In a press statement, it stated that despite the subsisting court order by a Lokoja High Court, the operatives of EFCC had consistently wanted to embarrass the former governor.

It recalled that, “About 9:30am today, the 17th day of April 2024, persons who described themselves as officers of the Economic and Financial Crimes Commission (EFCC) arrived the Wuse Zone 4 Residence of His Excellency, Alhaji Yahaya Bello to effect his arrest.

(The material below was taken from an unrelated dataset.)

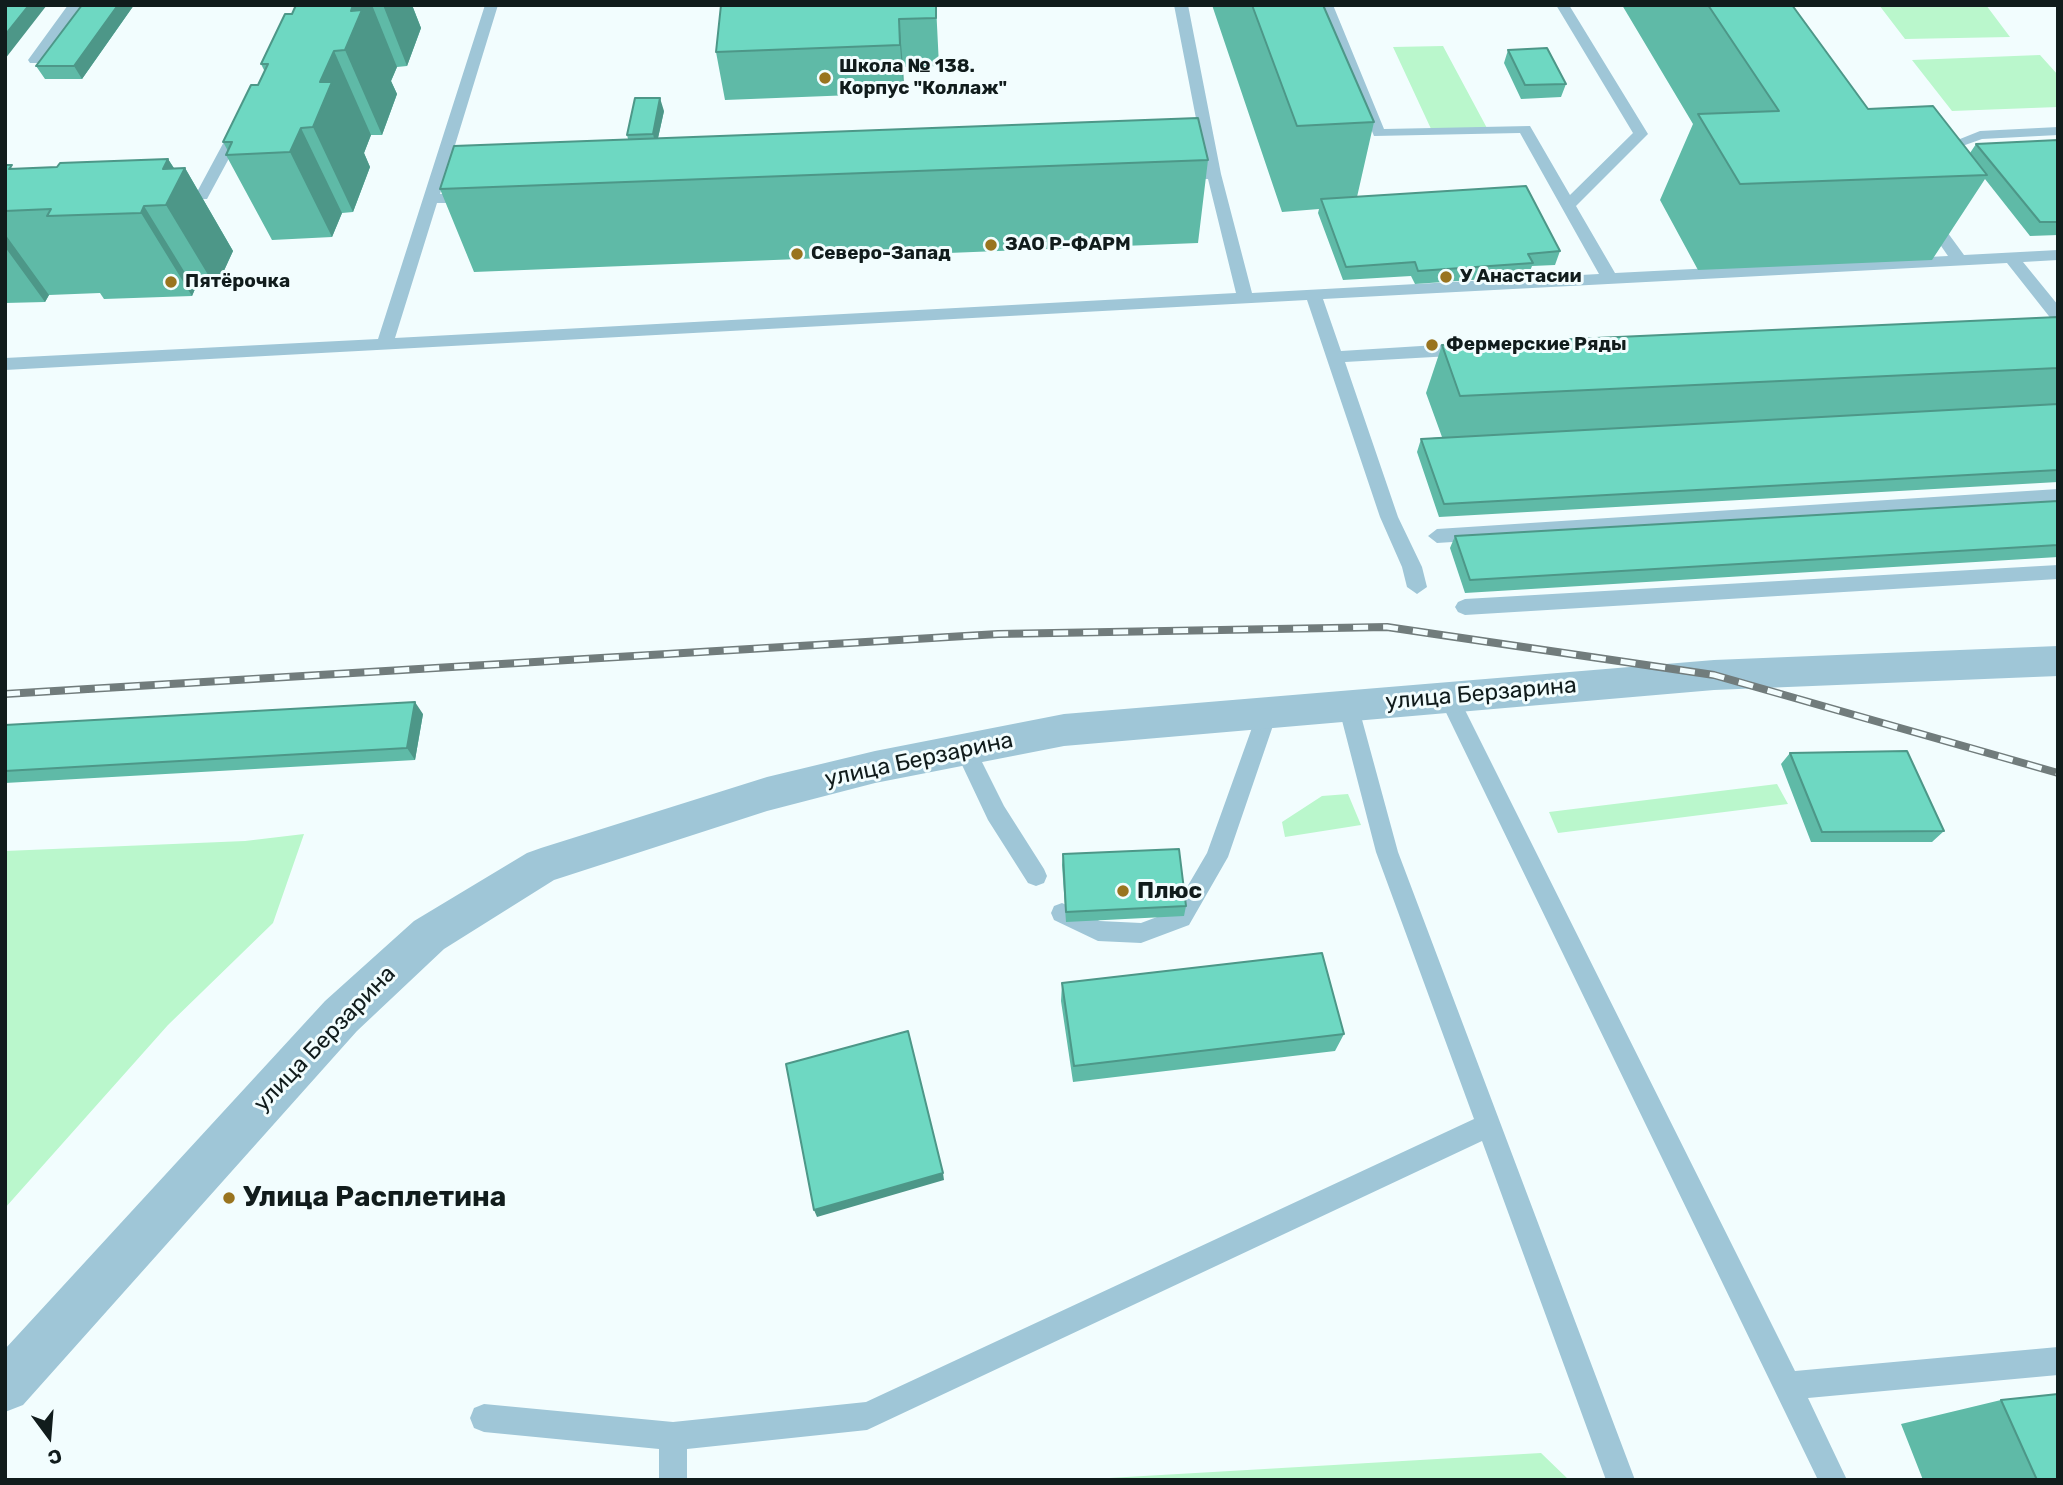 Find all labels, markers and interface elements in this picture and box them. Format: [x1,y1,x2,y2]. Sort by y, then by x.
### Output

“This is despite a subsisting Order of injunction granted on 9th February 2024 by the High Court of Justice, Lokoja Division in Suit No. HCL/68M/2024 between Alhaji Yahaya Bello v. Economic and Financial Crimes Commission, restraining the Commission either by itself or its agents from harassing, arresting, detaining or prosecuting Alhaji Yahaya Bello, pending the hearing and determination of the substantive fundamental rights enforcement action.

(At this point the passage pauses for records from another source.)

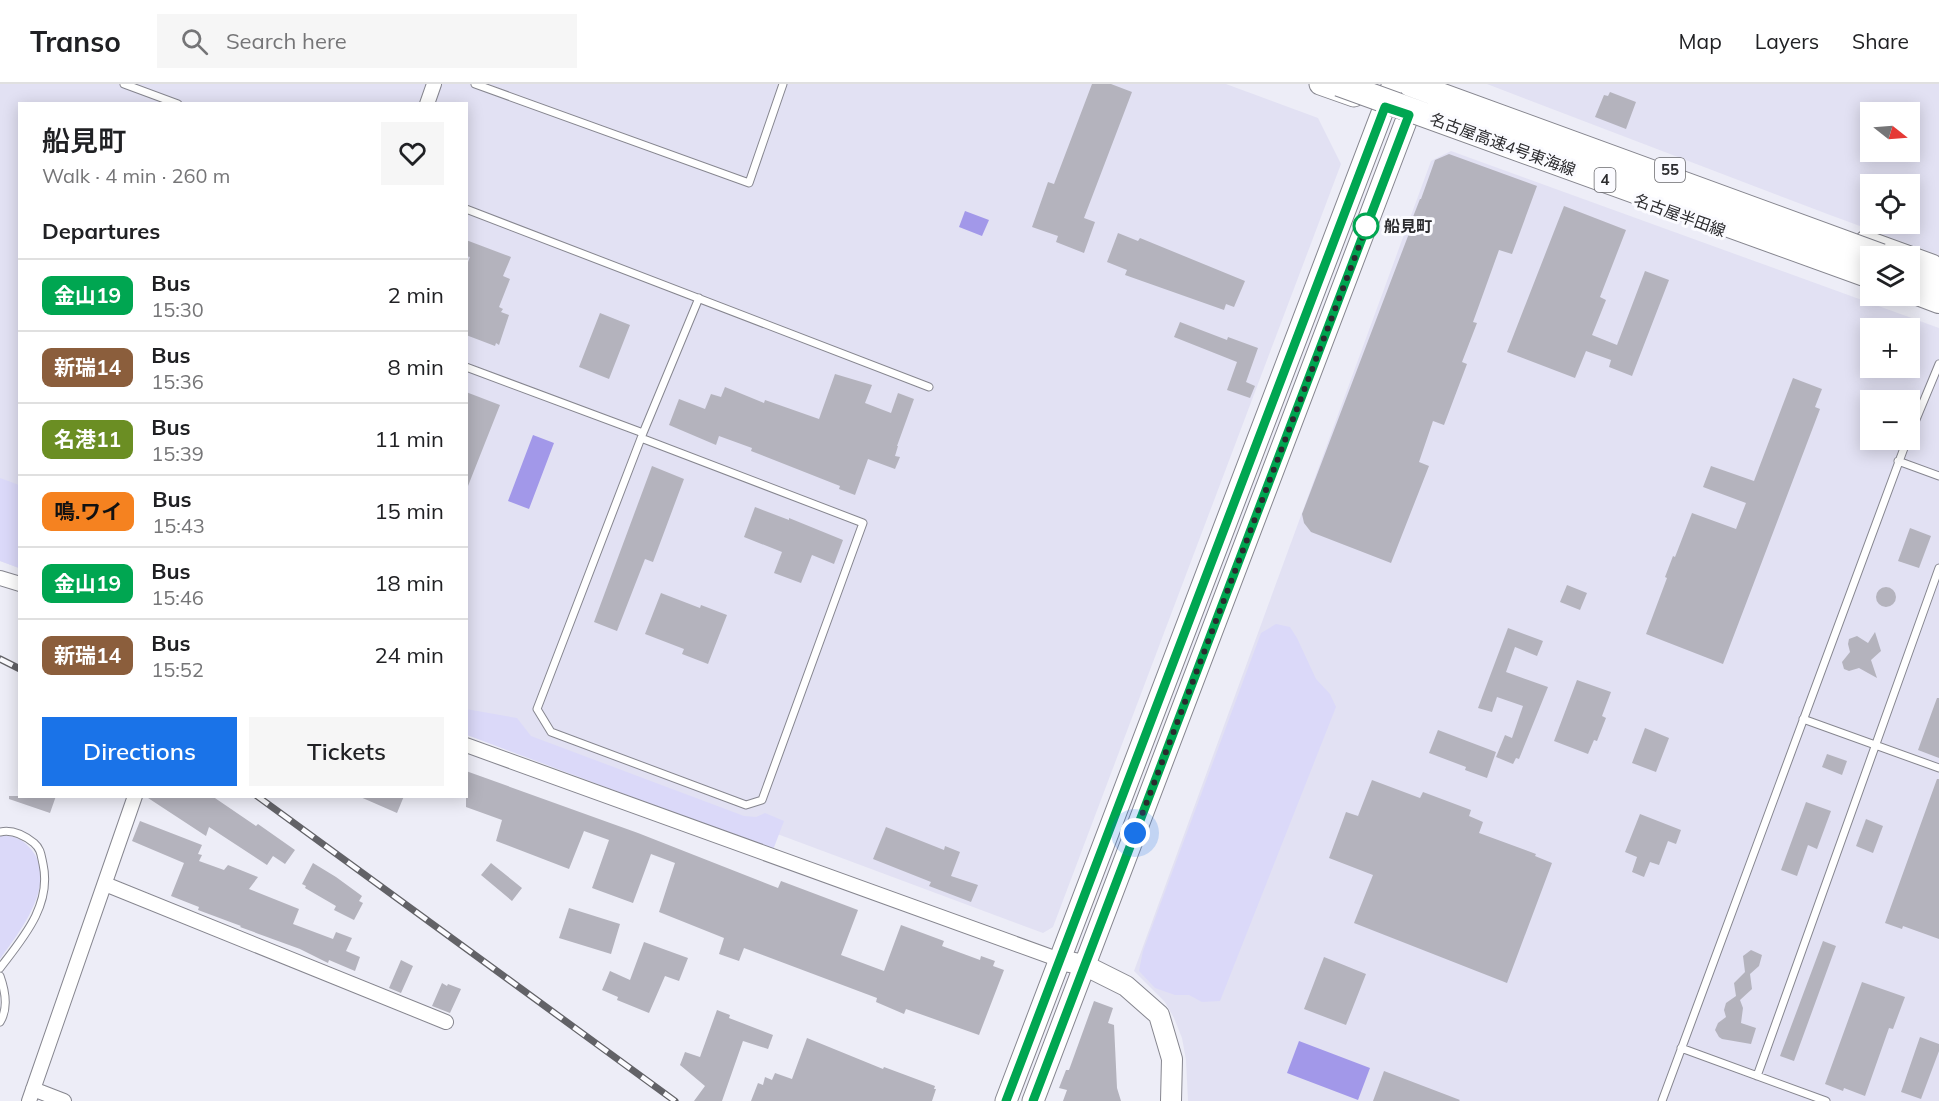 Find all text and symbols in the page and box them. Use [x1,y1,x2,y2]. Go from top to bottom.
search box [157,14,577,68]
text: Transo [30,24,121,59]
icon: search [178,25,211,58]
text: Search here [226,27,347,55]
text: Map [1679,28,1722,54]
text: Layers [1755,28,1819,54]
text: Share [1852,28,1909,54]
north arrow [1860,102,1920,162]
map controls [1860,102,1920,450]
street label: 名古屋高速4号東海線 [1427,108,1579,180]
button: heart [381,122,444,185]
text: 船見町 [42,123,126,158]
road number: 55 [1655,158,1685,182]
text: Walk · 4 min · 260 m [42,163,230,188]
road number: 4 [1594,168,1616,192]
button: locate [1860,174,1920,234]
street label: 名古屋半田線 [1631,189,1729,241]
marker: 船見町 [1353,213,1379,239]
place label: 船見町 [1384,216,1432,236]
text: Departures [42,217,160,245]
button: layers [1860,246,1920,306]
text: Bus [151,269,191,297]
text: 2 min [388,281,444,309]
text: 金山19 [54,282,121,308]
text: 15:30 [151,297,204,322]
button: + [1860,318,1920,378]
text: Bus [151,341,191,369]
text: 8 min [388,353,444,381]
text: 新瑞14 [54,354,121,380]
text: 15:36 [151,369,204,394]
button: − [1860,390,1920,450]
text: Bus [151,413,191,441]
text: 11 min [374,425,444,453]
text: 名港11 [54,426,121,452]
text: 15:39 [151,441,204,466]
text: Bus [152,485,192,513]
text: 15 min [374,497,444,525]
text: 鳴.ワイ [54,498,122,524]
text: 15:43 [152,513,205,538]
text: Bus [151,557,191,585]
text: 18 min [374,569,444,597]
text: 金山19 [54,570,121,596]
text: 15:46 [151,585,204,610]
text: Bus [151,629,191,657]
text: 24 min [374,641,444,669]
text: 新瑞14 [54,642,121,668]
text: 15:52 [151,657,204,682]
button: Directions [42,717,237,786]
button: Tickets [249,717,444,786]
your location [1120,818,1150,848]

“The EFCC was duly served with that Order on 12th February 2024 and on 26th February 2024; the EFCC filed an Appeal (Appeal No.: CA/ABJ/CV/175/2024: Economic and Financial Crimes Commission v. Alhaji Yahaya Bello) against the said Order to the Court of Appeal Abuja division.

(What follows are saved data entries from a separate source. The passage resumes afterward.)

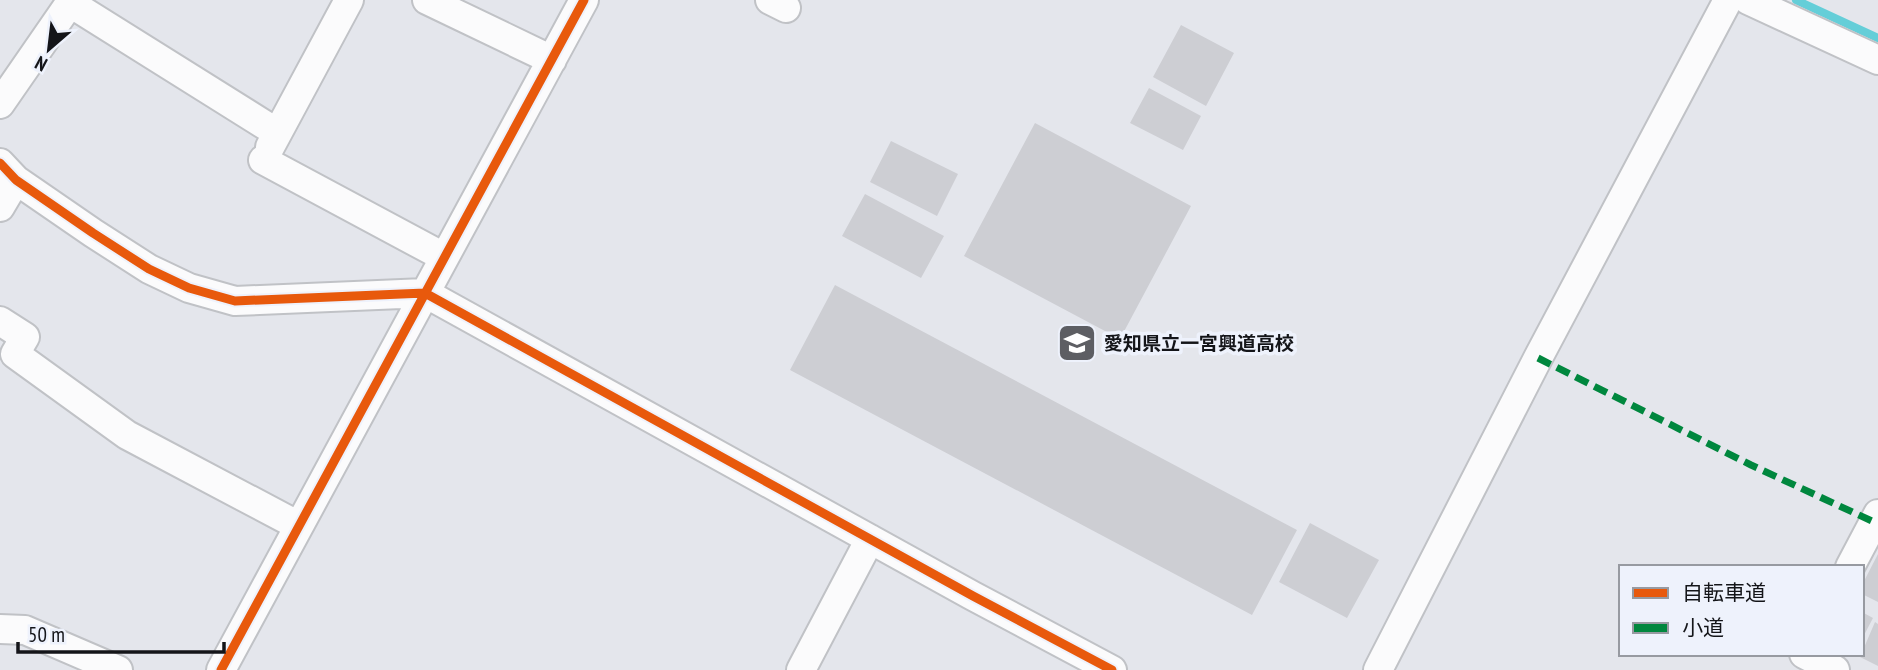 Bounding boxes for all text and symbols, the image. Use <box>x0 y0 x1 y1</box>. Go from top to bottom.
north arrow <box>14 14 84 84</box>
text: N <box>31 51 51 77</box>
school or university icon: 愛知県立一宮興道高校 <box>1056 322 1098 364</box>
place label: 愛知県立一宮興道高校 <box>1104 331 1294 355</box>
legend <box>1619 565 1864 656</box>
text: 自転車道 <box>1682 579 1766 606</box>
scale bar <box>18 610 224 654</box>
text: 小道 <box>1682 614 1724 641</box>
text: 50 m <box>28 621 65 648</box>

“The Appeal was accompanied by a Motion for Stay of Execution of the Order of the High Court which the Court of Appeal adjourned for hearing till the 22nd day of April 2024.

“Furthermore, judgment in the substantive case between Alhaji Yahaya Bello and the EFCC is to be delivered at noon today in Lokoja.

“Contrary to all of the above, the EFCC has now laid siege to the home of H.E Yahaya Bello seeking to arrest him in contravention of the extant orders!

“It is a surprise that an agency led by a lawyer could flagrantly disobey a subsisting court order by taking actions contrary to the reliefs granted.

“We are aware of the total commitment of the current administration of President Bola Ahmed Tinubu to the rule of law and can say categorically that the leadership of the EFCC might have offered the agency on a platter of gold to desperate politicians to convert to their score settling tool without minding the effect on its integrity and the image of Nigeria as regards the rule of law.

“A situation where law enforcers disregard the rule of law is a definite recipe for anarchy, which will adversely affect every aspect of the nation’s economy.”

Responding, the EFCC, yesterday, warned it would no longer tolerate the obstruction of its operations.

In a statement last night, it  stated: “The Economic and Financial  Crimes Commission wishes to warn members of the public that it is a criminal offence to obstruct officers of the Commission from carrying out their lawful duties.

“Section 38(2)(a)(b) of the EFCC Establishment Act makes it an offence to prevent officers of the Commission from carrying out their lawful duties.  Culprits risk a jail term of not less than five years.

“This warning becomes necessary against the background of the increasing tendency  by persons and groups under investigation by the commission to take the laws into their hands by recruiting thugs to obstruct lawful operations of the EFCC,” it said.

The statement noted that, “On several occasions, operatives of the commission have had to exercise utmost restraint in the face of such provocation to avoid a breakdown of law and order.

“Regrettably, such disposition is being construed as a sign of weakness.

“The commission, therefore, warns that it will henceforth not tolerate any attempt by any person or organisation to obstruct its operation as such will be met with appropriate punitive actions.”